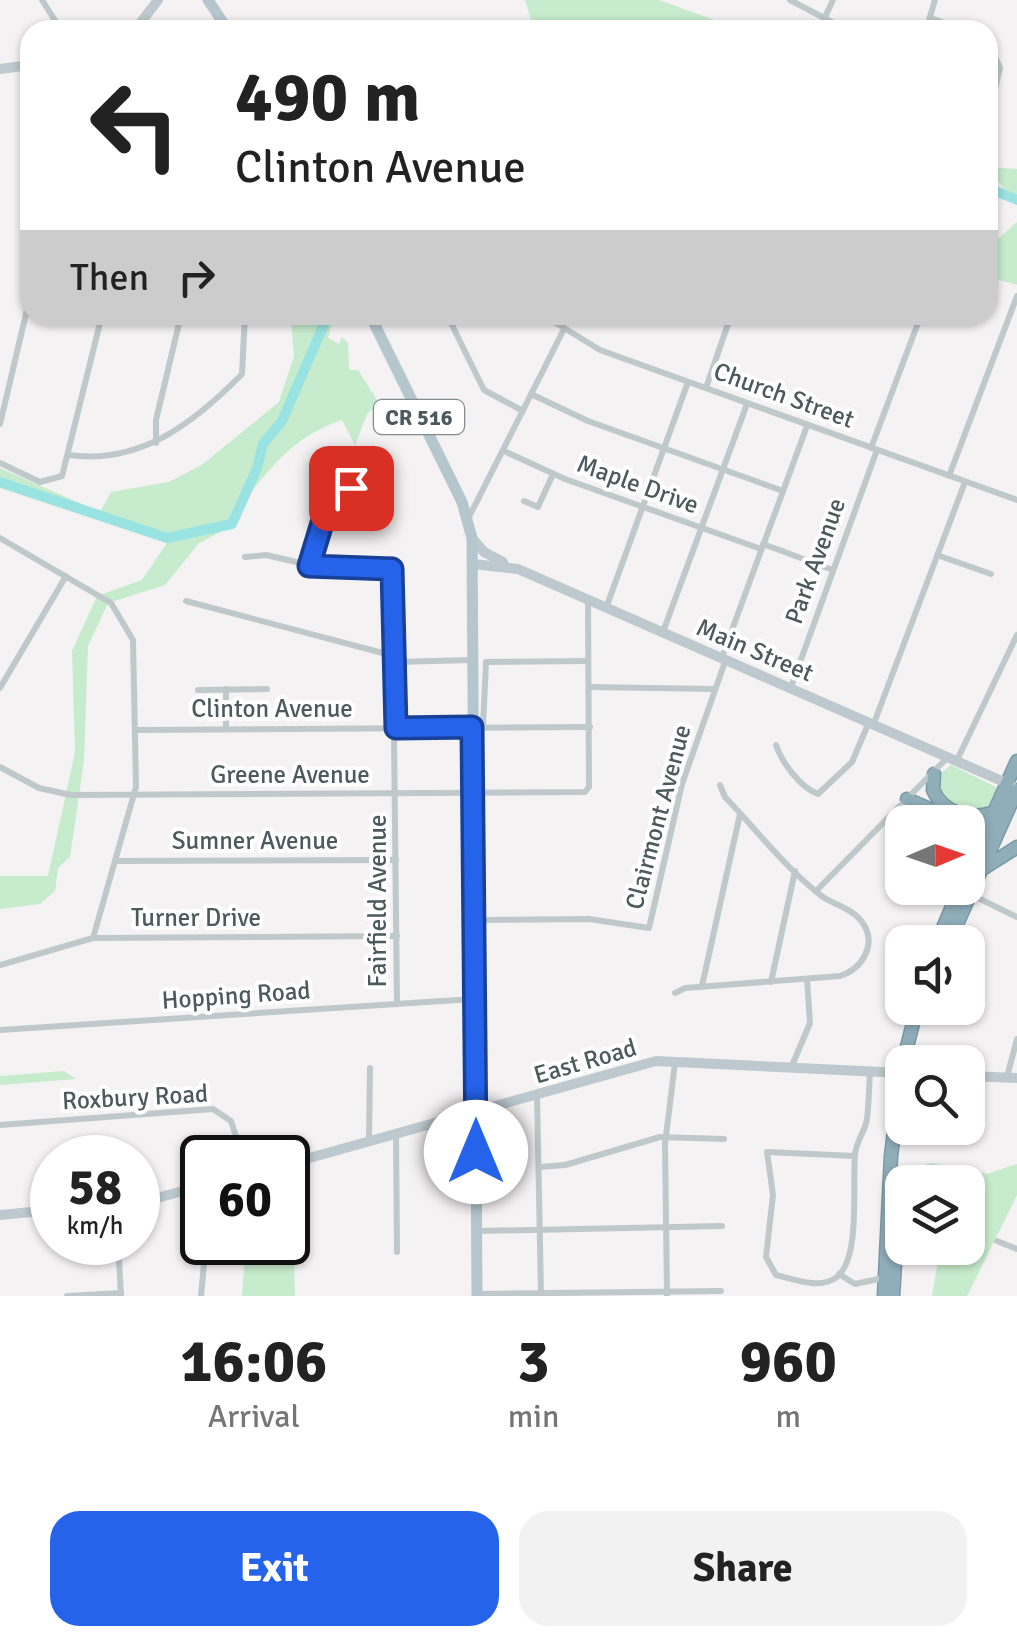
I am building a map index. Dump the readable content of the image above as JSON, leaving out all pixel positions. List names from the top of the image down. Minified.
{"streets":{"main road":["CR 516"],"street":["Church Street","Maple Drive","Park Avenue","Main Street","Clinton Avenue","Greene Avenue","Clairmont Avenue","Sumner Avenue","Fairfield Avenue","Turner Drive","Hopping Road","East Road","Roxbury Road"]},"crossings":[["Church Street","Park Avenue"],["Church Street","Clairmont Avenue"],["CR 516","Main Street"],["CR 516","Clinton Avenue"],["CR 516","Greene Avenue"],["CR 516","Clairmont Avenue"],["CR 516","Hopping Road"],["CR 516","East Road"],["Maple Drive","Park Avenue"],["Maple Drive","Clairmont Avenue"],["Park Avenue","Main Street"],["Main Street","Clairmont Avenue"],["Clinton Avenue","Greene Avenue"],["Clinton Avenue","Fairfield Avenue"],["Greene Avenue","Fairfield Avenue"],["Sumner Avenue","Fairfield Avenue"],["Fairfield Avenue","Turner Drive"],["Fairfield Avenue","Hopping Road"]],"north":"right","page":{"turn":["490 m","Clinton Avenue"],"then":"Then","speed":"58 km/h","limit":"60","eta":["16:06","Arrival","3","min","960","m"],"buttons":["Exit","Share"]}}
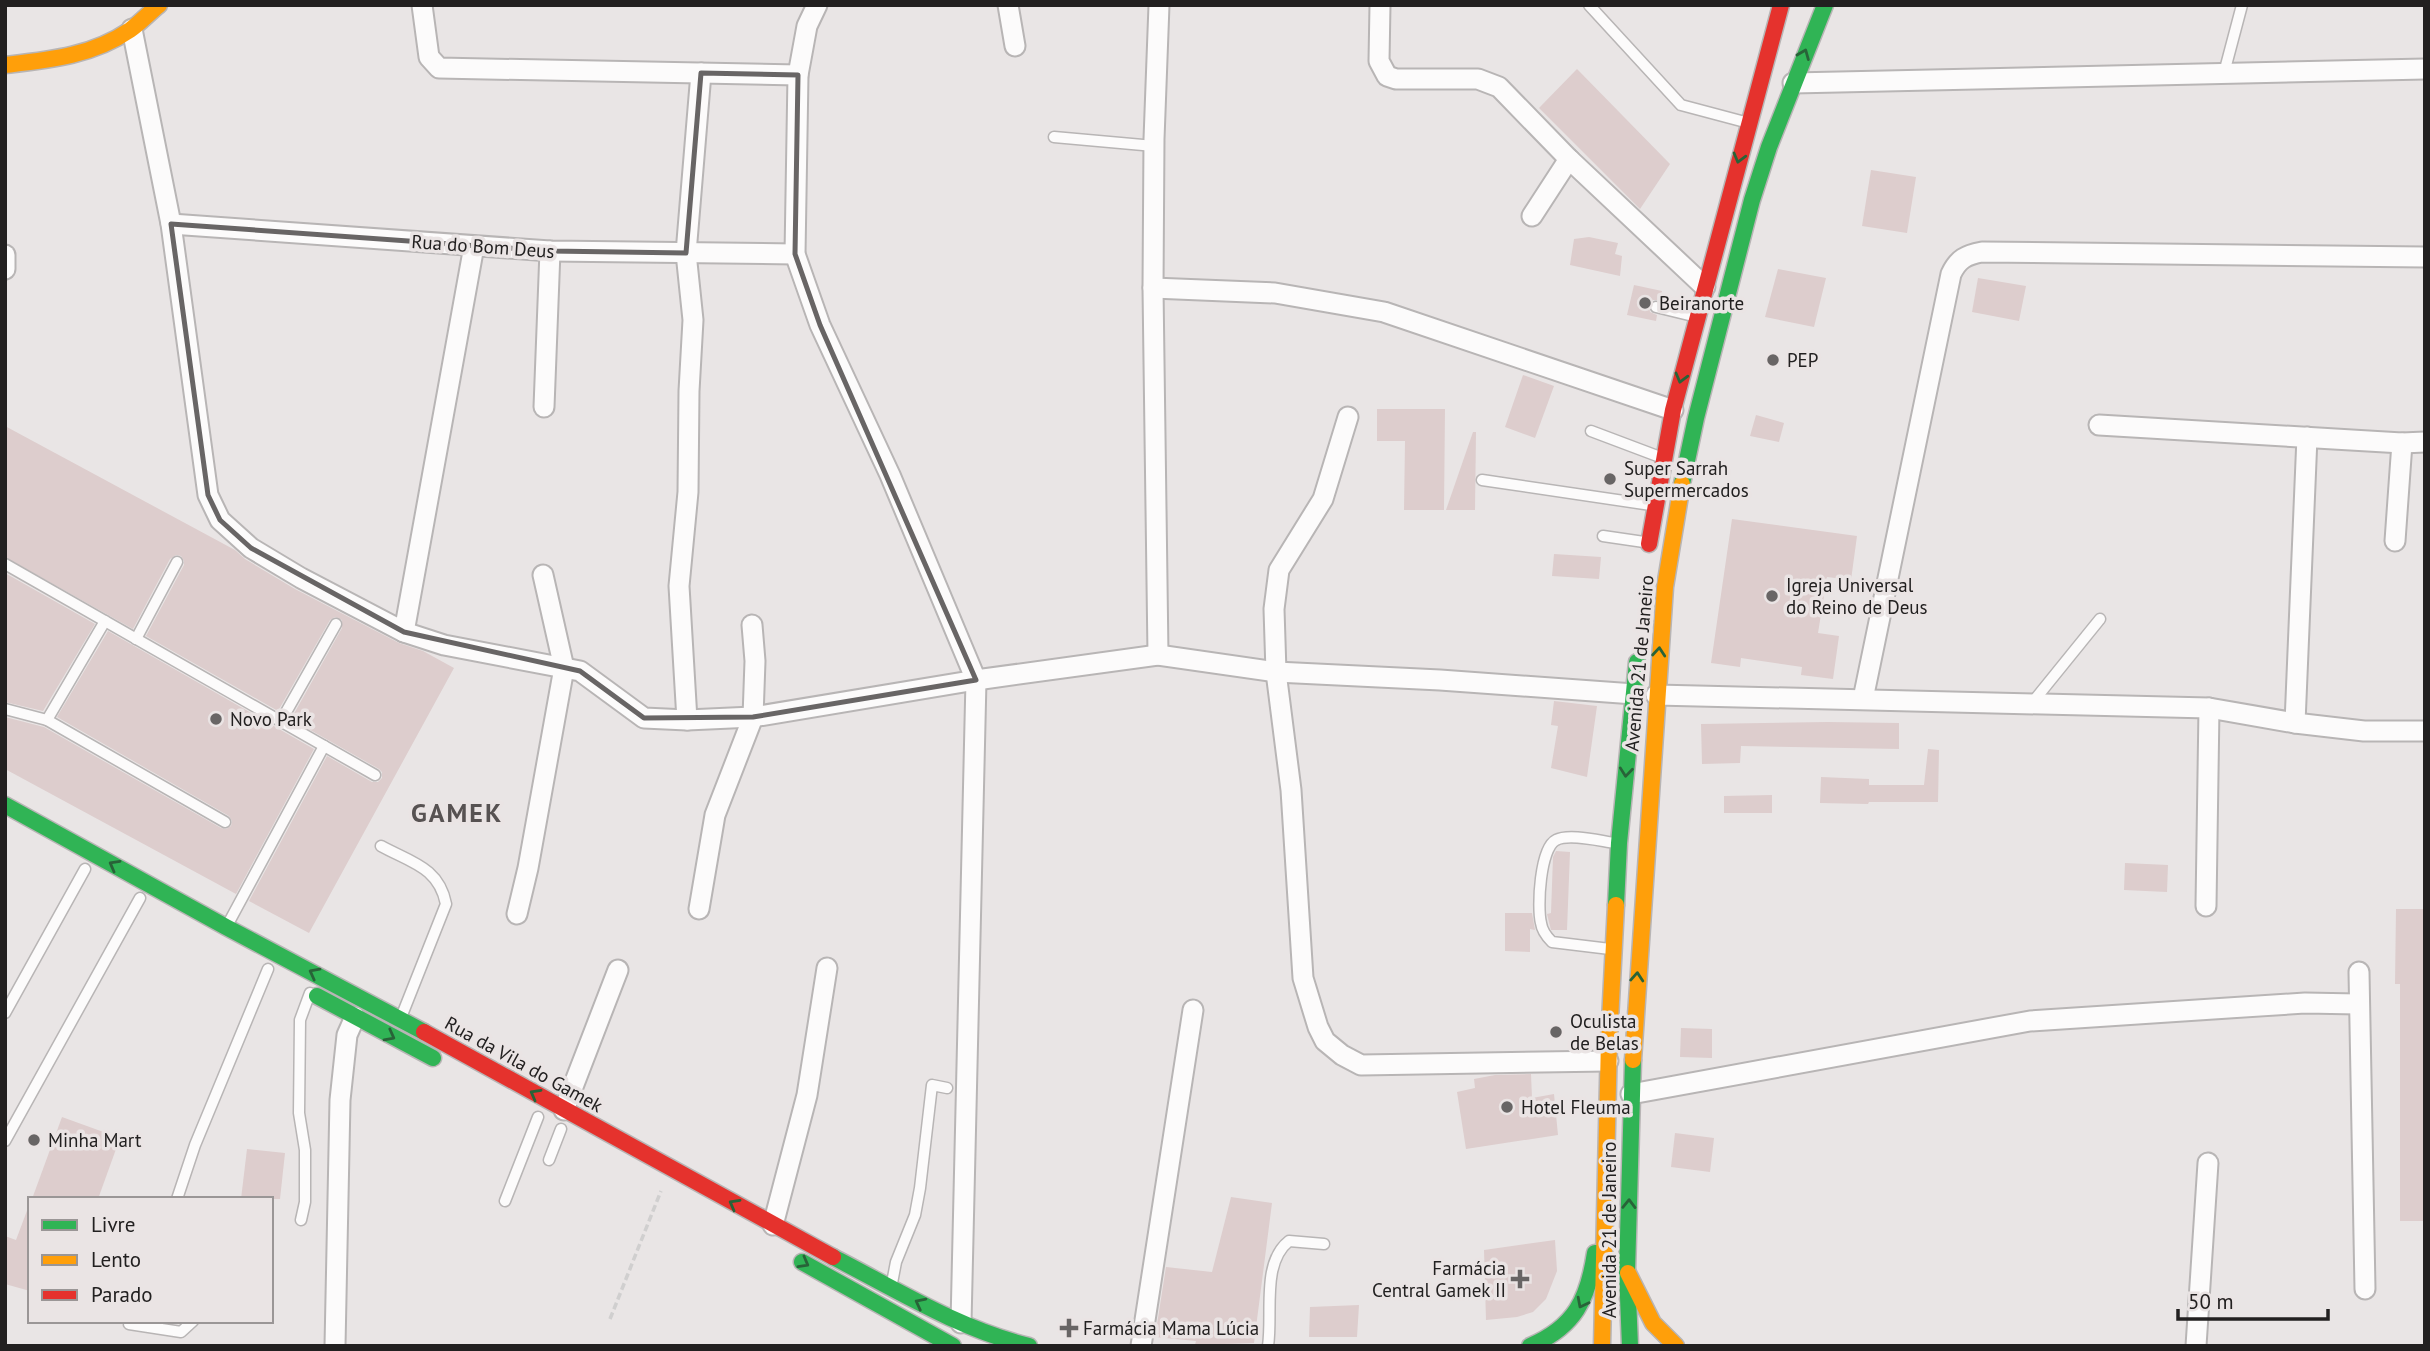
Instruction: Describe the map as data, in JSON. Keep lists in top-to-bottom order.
{
  "streets": {
    "main road": ["Avenida 21 de Janeiro", "Rua da Vila do Gamek"],
    "street": ["Rua do Bom Deus"]
  },
  "districts": ["GAMEK"],
  "places": {
    "other": [
      "Beiranorte",
      "PEP",
      "Super Sarrah Supermercados",
      "Igreja Universal do Reino de Deus",
      "Novo Park",
      "Oculista de Belas",
      "Hotel Fleuma",
      "Minha Mart"
    ],
    "health": ["Farmácia Central Gamek II", "Farmácia Mama Lúcia"]
  },
  "legend": ["Livre", "Lento", "Parado"],
  "scale_bar": "50 m"
}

• • • •

Task details — Each record above is to be copied exactly. Drop the pictures.

Response for this exercise —
I am building a map index. Dump the readable content of the image above as JSON, leaving out all pixel positions. List names from the top of the image down. Minified.
{"streets":{"main road":["CR 516"],"street":["Church Street","Maple Drive","Park Avenue","Main Street","Clinton Avenue","Greene Avenue","Clairmont Avenue","Sumner Avenue","Fairfield Avenue","Turner Drive","Hopping Road","East Road","Roxbury Road"]},"crossings":[["Church Street","Park Avenue"],["Church Street","Clairmont Avenue"],["CR 516","Main Street"],["CR 516","Clinton Avenue"],["CR 516","Greene Avenue"],["CR 516","Clairmont Avenue"],["CR 516","Hopping Road"],["CR 516","East Road"],["Maple Drive","Park Avenue"],["Maple Drive","Clairmont Avenue"],["Park Avenue","Main Street"],["Main Street","Clairmont Avenue"],["Clinton Avenue","Greene Avenue"],["Clinton Avenue","Fairfield Avenue"],["Greene Avenue","Fairfield Avenue"],["Sumner Avenue","Fairfield Avenue"],["Fairfield Avenue","Turner Drive"],["Fairfield Avenue","Hopping Road"]],"north":"right","page":{"turn":["490 m","Clinton Avenue"],"then":"Then","speed":"58 km/h","limit":"60","eta":["16:06","Arrival","3","min","960","m"],"buttons":["Exit","Share"]}}
Instruction: Describe the map as data, in JSON. Keep lists in top-to-bottom order.
{
  "streets": {
    "main road": ["Avenida 21 de Janeiro", "Rua da Vila do Gamek"],
    "street": ["Rua do Bom Deus"]
  },
  "districts": ["GAMEK"],
  "places": {
    "other": [
      "Beiranorte",
      "PEP",
      "Super Sarrah Supermercados",
      "Igreja Universal do Reino de Deus",
      "Novo Park",
      "Oculista de Belas",
      "Hotel Fleuma",
      "Minha Mart"
    ],
    "health": ["Farmácia Central Gamek II", "Farmácia Mama Lúcia"]
  },
  "legend": ["Livre", "Lento", "Parado"],
  "scale_bar": "50 m"
}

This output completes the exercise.